··· Materials provided

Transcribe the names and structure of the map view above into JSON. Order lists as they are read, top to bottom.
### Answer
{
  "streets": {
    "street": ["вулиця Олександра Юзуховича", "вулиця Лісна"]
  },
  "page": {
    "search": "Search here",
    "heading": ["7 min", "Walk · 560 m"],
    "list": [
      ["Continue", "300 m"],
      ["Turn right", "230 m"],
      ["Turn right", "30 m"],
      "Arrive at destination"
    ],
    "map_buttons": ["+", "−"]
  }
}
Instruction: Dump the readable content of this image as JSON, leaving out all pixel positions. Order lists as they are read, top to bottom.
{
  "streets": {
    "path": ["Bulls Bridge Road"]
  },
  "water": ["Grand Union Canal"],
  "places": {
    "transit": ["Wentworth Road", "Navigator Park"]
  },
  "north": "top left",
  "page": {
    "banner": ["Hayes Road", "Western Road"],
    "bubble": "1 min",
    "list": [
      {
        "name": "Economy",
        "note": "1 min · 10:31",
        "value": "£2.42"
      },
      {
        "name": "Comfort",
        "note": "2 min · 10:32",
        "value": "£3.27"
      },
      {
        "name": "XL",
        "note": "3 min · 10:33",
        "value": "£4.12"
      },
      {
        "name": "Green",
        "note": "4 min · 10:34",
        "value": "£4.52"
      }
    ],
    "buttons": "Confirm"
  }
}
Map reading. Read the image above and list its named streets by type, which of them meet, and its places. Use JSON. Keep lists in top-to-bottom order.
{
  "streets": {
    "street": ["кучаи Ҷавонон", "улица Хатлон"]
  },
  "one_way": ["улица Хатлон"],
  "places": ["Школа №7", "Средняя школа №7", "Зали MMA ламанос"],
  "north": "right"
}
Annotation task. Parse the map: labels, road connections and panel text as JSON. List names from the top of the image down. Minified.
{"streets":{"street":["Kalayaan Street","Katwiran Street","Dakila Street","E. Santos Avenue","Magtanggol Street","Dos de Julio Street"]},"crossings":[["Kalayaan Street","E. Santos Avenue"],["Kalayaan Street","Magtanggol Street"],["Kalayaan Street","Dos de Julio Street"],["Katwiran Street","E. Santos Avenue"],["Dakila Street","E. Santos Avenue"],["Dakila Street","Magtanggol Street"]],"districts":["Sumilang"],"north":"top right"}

······

Your assignment:
Having read the records, return each one exactly.

Task result:
Transcribe the names and structure of the map view above into JSON. Order lists as they are read, top to bottom.
### Answer
{
  "streets": {
    "street": ["вулиця Олександра Юзуховича", "вулиця Лісна"]
  },
  "page": {
    "search": "Search here",
    "heading": ["7 min", "Walk · 560 m"],
    "list": [
      ["Continue", "300 m"],
      ["Turn right", "230 m"],
      ["Turn right", "30 m"],
      "Arrive at destination"
    ],
    "map_buttons": ["+", "−"]
  }
}
Instruction: Dump the readable content of this image as JSON, leaving out all pixel positions. Order lists as they are read, top to bottom.
{
  "streets": {
    "path": ["Bulls Bridge Road"]
  },
  "water": ["Grand Union Canal"],
  "places": {
    "transit": ["Wentworth Road", "Navigator Park"]
  },
  "north": "top left",
  "page": {
    "banner": ["Hayes Road", "Western Road"],
    "bubble": "1 min",
    "list": [
      {
        "name": "Economy",
        "note": "1 min · 10:31",
        "value": "£2.42"
      },
      {
        "name": "Comfort",
        "note": "2 min · 10:32",
        "value": "£3.27"
      },
      {
        "name": "XL",
        "note": "3 min · 10:33",
        "value": "£4.12"
      },
      {
        "name": "Green",
        "note": "4 min · 10:34",
        "value": "£4.52"
      }
    ],
    "buttons": "Confirm"
  }
}
Map reading. Read the image above and list its named streets by type, which of them meet, and its places. Use JSON. Keep lists in top-to-bottom order.
{
  "streets": {
    "street": ["кучаи Ҷавонон", "улица Хатлон"]
  },
  "one_way": ["улица Хатлон"],
  "places": ["Школа №7", "Средняя школа №7", "Зали MMA ламанос"],
  "north": "right"
}
Annotation task. Parse the map: labels, road connections and panel text as JSON. List names from the top of the image down. Minified.
{"streets":{"street":["Kalayaan Street","Katwiran Street","Dakila Street","E. Santos Avenue","Magtanggol Street","Dos de Julio Street"]},"crossings":[["Kalayaan Street","E. Santos Avenue"],["Kalayaan Street","Magtanggol Street"],["Kalayaan Street","Dos de Julio Street"],["Katwiran Street","E. Santos Avenue"],["Dakila Street","E. Santos Avenue"],["Dakila Street","Magtanggol Street"]],"districts":["Sumilang"],"north":"top right"}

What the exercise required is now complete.